● **PROBLEM STATEMENT**
Retype the data exactly, from its first line to the line containing "2px #c5c4c5) drop-shadow(0", including both, and skip any picture.

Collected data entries

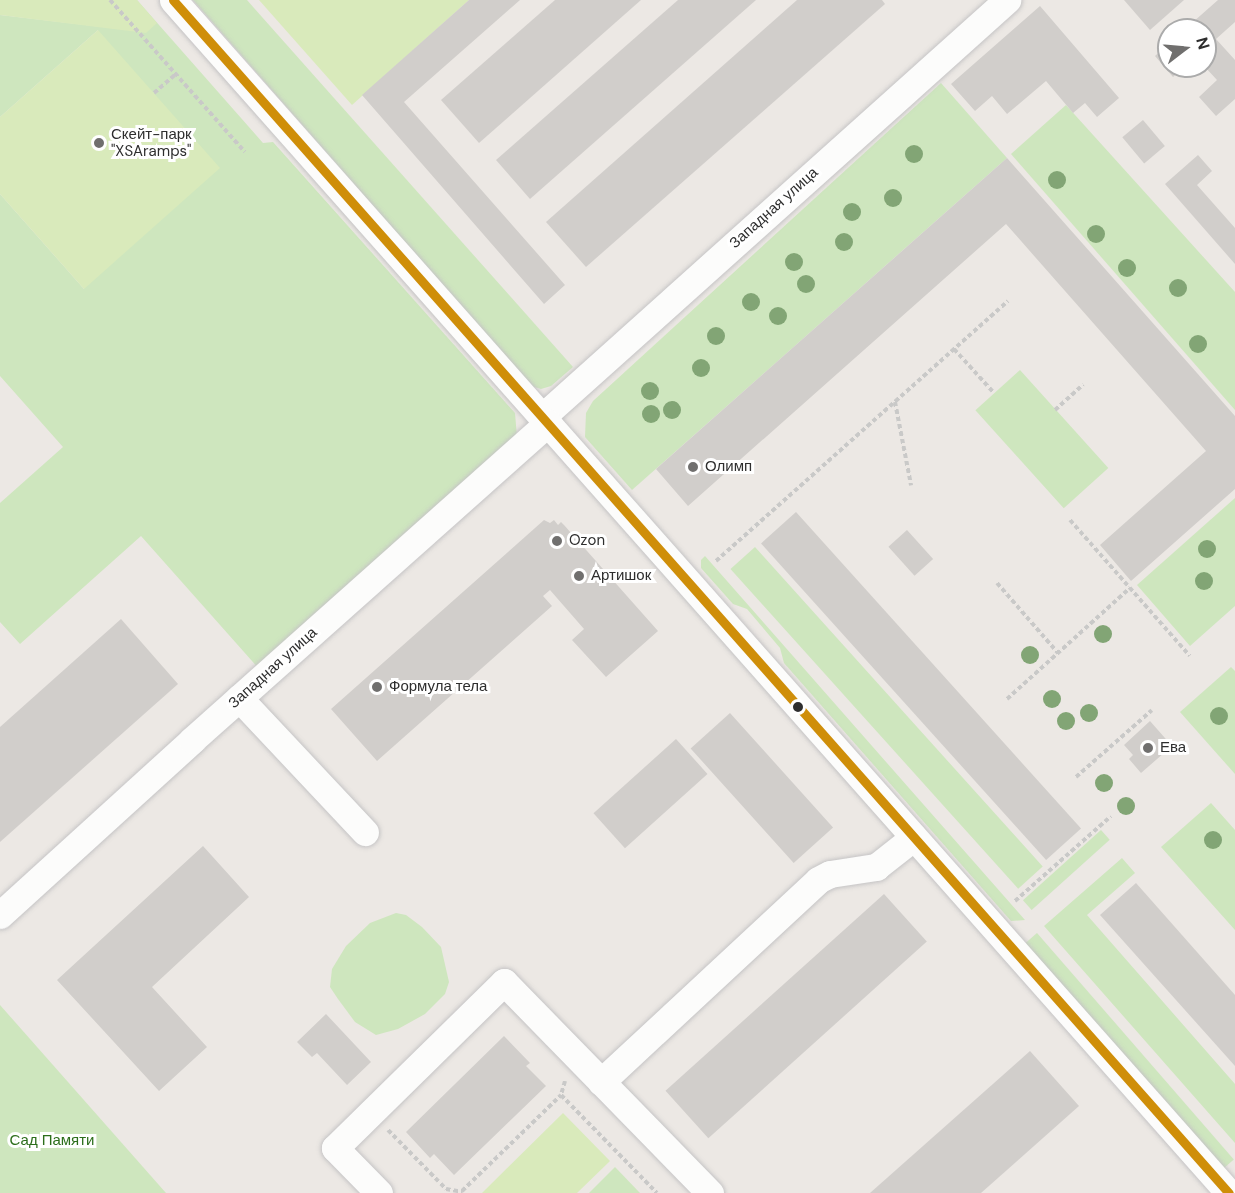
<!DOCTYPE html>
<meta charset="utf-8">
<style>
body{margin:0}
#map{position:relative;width:1235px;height:1193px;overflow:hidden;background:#ece8e4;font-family:"DM Sans",sans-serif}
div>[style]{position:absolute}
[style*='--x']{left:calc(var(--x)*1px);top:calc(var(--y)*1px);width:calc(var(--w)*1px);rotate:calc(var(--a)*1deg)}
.green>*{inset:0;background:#cee6be;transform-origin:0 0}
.pitch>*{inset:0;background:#d9eabb}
.building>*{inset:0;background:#d1cecb;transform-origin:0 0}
.path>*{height:4px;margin-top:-2px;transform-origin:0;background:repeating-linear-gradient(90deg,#c9c9c8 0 4.5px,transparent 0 7.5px)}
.roads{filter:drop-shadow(0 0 2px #c5c4c5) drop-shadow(0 0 2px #c5c4c5)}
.minor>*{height:27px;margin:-13.5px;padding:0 13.5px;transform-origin:13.5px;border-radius:13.5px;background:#fcfcfb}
.bus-1>*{height:9px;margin:-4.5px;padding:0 4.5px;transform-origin:4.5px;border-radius:4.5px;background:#cf8e09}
.trees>*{width:18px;height:18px;margin:-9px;border-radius:50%;background:#82a575}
.dots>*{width:16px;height:16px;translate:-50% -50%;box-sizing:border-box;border:3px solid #fff;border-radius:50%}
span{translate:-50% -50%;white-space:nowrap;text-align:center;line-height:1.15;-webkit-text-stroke:6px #fff;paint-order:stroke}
.poi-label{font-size:15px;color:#2e2e2e}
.left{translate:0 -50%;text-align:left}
.street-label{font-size:15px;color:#2e2e2e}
.park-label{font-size:15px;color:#2c6e1b}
.north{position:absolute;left:1157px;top:18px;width:60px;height:60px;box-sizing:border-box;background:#fff;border:2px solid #ababab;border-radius:50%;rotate:74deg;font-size:16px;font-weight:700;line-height:24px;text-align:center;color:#2e2e2e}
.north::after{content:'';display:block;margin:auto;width:21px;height:27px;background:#706f6e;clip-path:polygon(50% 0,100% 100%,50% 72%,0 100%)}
</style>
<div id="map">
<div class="green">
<div style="clip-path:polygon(117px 0,137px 0,263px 143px,273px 142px,515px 413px,517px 437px,259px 669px,141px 536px,20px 644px,0 622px,0 503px,63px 447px,0 376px,0 194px,84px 289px,98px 30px,0 117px,0 15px,145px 32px)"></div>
<div style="clip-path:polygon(193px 0,247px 0,573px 367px,551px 386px,541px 389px,531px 386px)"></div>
<div style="clip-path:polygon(941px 83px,1007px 158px,632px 490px,585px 437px,586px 413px,593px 401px)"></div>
<div style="clip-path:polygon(1066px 105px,1235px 292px,1235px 410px,1011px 154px)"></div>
<div style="left:1020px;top:370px;width:132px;height:60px;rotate:48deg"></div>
<div style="clip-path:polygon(1235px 498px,1235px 606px,1190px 646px,1137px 585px)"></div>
<div style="left:755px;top:547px;width:430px;height:33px;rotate:48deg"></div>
<div style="clip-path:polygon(705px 556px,1025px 920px,1011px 921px,784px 663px,780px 648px,747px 609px,733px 604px,701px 568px,701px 560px)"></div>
<div style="clip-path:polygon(1231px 667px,1235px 671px,1235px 774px,1180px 712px)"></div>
<div style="clip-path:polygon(1211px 803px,1235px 830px,1235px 930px,1161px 847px)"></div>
<div style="left:1101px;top:830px;width:13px;height:105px;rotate:48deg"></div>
<div style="clip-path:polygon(1122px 858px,1135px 873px,1087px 915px,1235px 1084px,1235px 1143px,1044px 926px)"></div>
<div style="clip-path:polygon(396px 913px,406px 915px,422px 927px,441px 947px,449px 982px,445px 994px,425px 1014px,398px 1029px,376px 1035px,355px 1022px,338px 999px,330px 987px,332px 969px,346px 946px,370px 923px)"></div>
<div style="left:1037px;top:933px;width:300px;height:16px;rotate:49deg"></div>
<div style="clip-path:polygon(0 1005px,166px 1193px,0 1193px)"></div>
<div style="clip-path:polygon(615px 1167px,640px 1193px,589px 1193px)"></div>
</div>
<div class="pitch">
<div style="clip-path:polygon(0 0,137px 0,157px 23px,146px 33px,0 15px)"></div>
<div style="clip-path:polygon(259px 0,469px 0,352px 105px)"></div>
<div style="clip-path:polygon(98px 30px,220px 168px,84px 289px,0 194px,0 117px)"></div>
<div style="clip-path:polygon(563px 1113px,610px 1161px,577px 1193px,482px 1193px)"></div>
</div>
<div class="building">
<div style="clip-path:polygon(469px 0,520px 0,404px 102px,565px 285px,544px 304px,362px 95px)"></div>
<div style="clip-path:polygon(555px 0,641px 0,479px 143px,441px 100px)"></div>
<div style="clip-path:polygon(678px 0,756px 0,530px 199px,496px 160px)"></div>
<div style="clip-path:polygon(797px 0,882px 0,885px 4px,586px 267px,546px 222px)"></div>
<div style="clip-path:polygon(1124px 0,1184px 0,1150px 30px)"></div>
<div style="clip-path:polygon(1218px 0,1235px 0,1235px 22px,1216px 39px,1235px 60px,1235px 99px,1216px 116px,1199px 97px,1217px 80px,1205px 67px,1205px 30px,1184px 30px)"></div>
<div style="clip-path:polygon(1040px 6px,1119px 98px,1097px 117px,1085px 103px,1073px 113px,1046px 81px,1007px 114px,992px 96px,975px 111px,951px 84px)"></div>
<div style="clip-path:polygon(1169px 43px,1169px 66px,1185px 66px,1173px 77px,1155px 56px)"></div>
<div style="left:1143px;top:120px;width:34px;height:27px;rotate:50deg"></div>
<div style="clip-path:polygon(1198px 155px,1212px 171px,1197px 185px,1235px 228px,1235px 264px,1165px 184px)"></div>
<div style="clip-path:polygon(1007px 158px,1235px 416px,1235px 489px,1131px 581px,1100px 545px,1206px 451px,1006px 224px,688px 506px,656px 469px)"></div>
<div style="left:796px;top:512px;width:426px;height:47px;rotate:48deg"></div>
<div style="clip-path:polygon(544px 520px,550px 523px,554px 520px,558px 525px,561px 522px,564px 525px,658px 631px,606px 677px,572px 640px,584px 629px,550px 590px,543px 596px,552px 606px,377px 761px,331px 709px)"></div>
<div style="left:907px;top:530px;width:39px;height:25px;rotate:48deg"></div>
<div style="clip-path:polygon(121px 619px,178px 684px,0 842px,0 727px)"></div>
<div style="left:730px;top:713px;width:154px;height:53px;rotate:48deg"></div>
<div style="clip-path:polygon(1150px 721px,1172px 746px,1141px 773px,1129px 759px,1133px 755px,1124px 745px)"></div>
<div style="left:676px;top:739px;width:47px;height:111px;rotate:48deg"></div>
<div style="clip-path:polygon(203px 846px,249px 897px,152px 987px,207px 1047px,159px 1091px,57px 980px)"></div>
<div style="clip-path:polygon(1136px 883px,1235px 995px,1235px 1066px,1100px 915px)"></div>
<div style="left:884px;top:894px;width:64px;height:294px;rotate:48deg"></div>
<div style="clip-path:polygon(326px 1014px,371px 1062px,347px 1085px,317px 1053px,312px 1057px,297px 1042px)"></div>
<div style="clip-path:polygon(504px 1036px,530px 1063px,526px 1066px,546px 1086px,454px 1175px,434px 1154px,430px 1158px,406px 1132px)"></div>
<div style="clip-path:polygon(1030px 1051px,1079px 1106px,981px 1193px,870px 1193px)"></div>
</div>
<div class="path">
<div style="--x:110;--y:0;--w:203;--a:48.4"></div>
<div style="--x:154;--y:93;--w:29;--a:-41"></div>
<div style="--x:954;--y:349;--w:59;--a:47.7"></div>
<div style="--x:895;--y:402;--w:85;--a:79.1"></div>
<div style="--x:1055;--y:410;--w:38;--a:-42"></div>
<div style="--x:1070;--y:520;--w:181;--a:48.6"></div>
<div style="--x:716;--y:561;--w:391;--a:-41.7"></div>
<div style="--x:997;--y:583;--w:93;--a:48.9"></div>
<div style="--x:1007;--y:699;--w:166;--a:-42.1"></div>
<div style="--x:1076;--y:777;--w:101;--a:-41.4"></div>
<div style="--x:1015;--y:901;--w:128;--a:-41.5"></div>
<div style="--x:565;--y:1081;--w:15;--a:106"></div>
<div style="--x:561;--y:1095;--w:137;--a:45.6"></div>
<div style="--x:388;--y:1130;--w:83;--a:45.5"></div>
<div style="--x:446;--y:1189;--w:17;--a:10"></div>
<div style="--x:462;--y:1191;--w:138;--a:-44.1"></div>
</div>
<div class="roads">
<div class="minor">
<div style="--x:173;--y:0;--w:1593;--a:48.49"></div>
<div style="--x:542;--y:417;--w:625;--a:-41.88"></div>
<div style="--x:239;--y:698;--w:184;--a:46.8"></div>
<div style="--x:0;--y:915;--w:260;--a:-42.3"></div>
<div style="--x:192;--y:740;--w:477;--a:-41.7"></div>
<div style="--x:601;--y:1082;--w:296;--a:-42.9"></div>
<div style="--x:818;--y:880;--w:13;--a:-27"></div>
<div style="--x:830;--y:874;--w:47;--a:-8.7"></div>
<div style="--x:876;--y:867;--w:48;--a:-38.3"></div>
<div style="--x:379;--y:1193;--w:63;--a:-134.4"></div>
<div style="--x:335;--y:1148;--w:237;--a:-44.5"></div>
<div style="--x:504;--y:982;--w:295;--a:45.7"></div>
</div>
</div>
<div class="bus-1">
<div style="--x:173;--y:0;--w:1593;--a:48.49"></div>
</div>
<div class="trees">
<div style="left:914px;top:154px"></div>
<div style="left:1057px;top:180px"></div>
<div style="left:893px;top:198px"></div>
<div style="left:852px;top:212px"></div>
<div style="left:1096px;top:234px"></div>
<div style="left:844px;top:242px"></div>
<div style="left:794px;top:262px"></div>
<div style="left:1127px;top:268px"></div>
<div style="left:806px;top:284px"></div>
<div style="left:1178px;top:288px"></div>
<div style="left:751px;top:302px"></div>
<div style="left:778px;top:316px"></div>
<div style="left:716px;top:336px"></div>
<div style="left:1198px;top:344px"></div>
<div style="left:701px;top:368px"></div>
<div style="left:650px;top:391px"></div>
<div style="left:672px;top:410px"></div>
<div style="left:651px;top:414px"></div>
<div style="left:1207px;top:549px"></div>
<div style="left:1204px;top:581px"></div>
<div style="left:1103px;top:634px"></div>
<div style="left:1030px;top:655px"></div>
<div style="left:1052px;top:699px"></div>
<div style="left:1089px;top:713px"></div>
<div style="left:1219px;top:716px"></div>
<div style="left:1066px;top:721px"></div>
<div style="left:1104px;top:783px"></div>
<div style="left:1126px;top:806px"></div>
<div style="left:1213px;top:840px"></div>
</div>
<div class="dots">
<div style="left:99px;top:143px;background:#706f6e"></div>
<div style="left:693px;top:467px;background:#706f6e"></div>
<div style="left:557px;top:541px;background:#706f6e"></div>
<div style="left:579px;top:576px;background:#706f6e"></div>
<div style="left:377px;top:687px;background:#706f6e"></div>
<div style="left:798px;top:707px;background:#2e2e2e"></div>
<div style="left:1148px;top:748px;background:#706f6e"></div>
</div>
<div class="poi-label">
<span class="left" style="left:111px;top:143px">Скейт-парк<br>"XSAramps"</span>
<span class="left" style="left:705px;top:467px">Олимп</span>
<span class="left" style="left:569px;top:541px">Ozon</span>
<span class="left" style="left:591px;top:576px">Артишок</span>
<span class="left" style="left:389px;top:687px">Формула тела</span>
<span class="left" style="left:1160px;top:748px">Ева</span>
</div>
<div class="street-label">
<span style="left:774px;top:208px;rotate:-42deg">Западная улица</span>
<span style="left:273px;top:668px;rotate:-42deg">Западная улица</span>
</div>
<div class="park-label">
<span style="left:52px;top:1141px">Сад Памяти</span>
</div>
<div class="north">N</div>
</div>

● **TASK SOLUTION**
<!DOCTYPE html>
<meta charset="utf-8">
<style>
body{margin:0}
#map{position:relative;width:1235px;height:1193px;overflow:hidden;background:#ece8e4;font-family:"DM Sans",sans-serif}
div>[style]{position:absolute}
[style*='--x']{left:calc(var(--x)*1px);top:calc(var(--y)*1px);width:calc(var(--w)*1px);rotate:calc(var(--a)*1deg)}
.green>*{inset:0;background:#cee6be;transform-origin:0 0}
.pitch>*{inset:0;background:#d9eabb}
.building>*{inset:0;background:#d1cecb;transform-origin:0 0}
.path>*{height:4px;margin-top:-2px;transform-origin:0;background:repeating-linear-gradient(90deg,#c9c9c8 0 4.5px,transparent 0 7.5px)}
.roads{filter:drop-shadow(0 0 2px #c5c4c5) drop-shadow(0 0 2px #c5c4c5)}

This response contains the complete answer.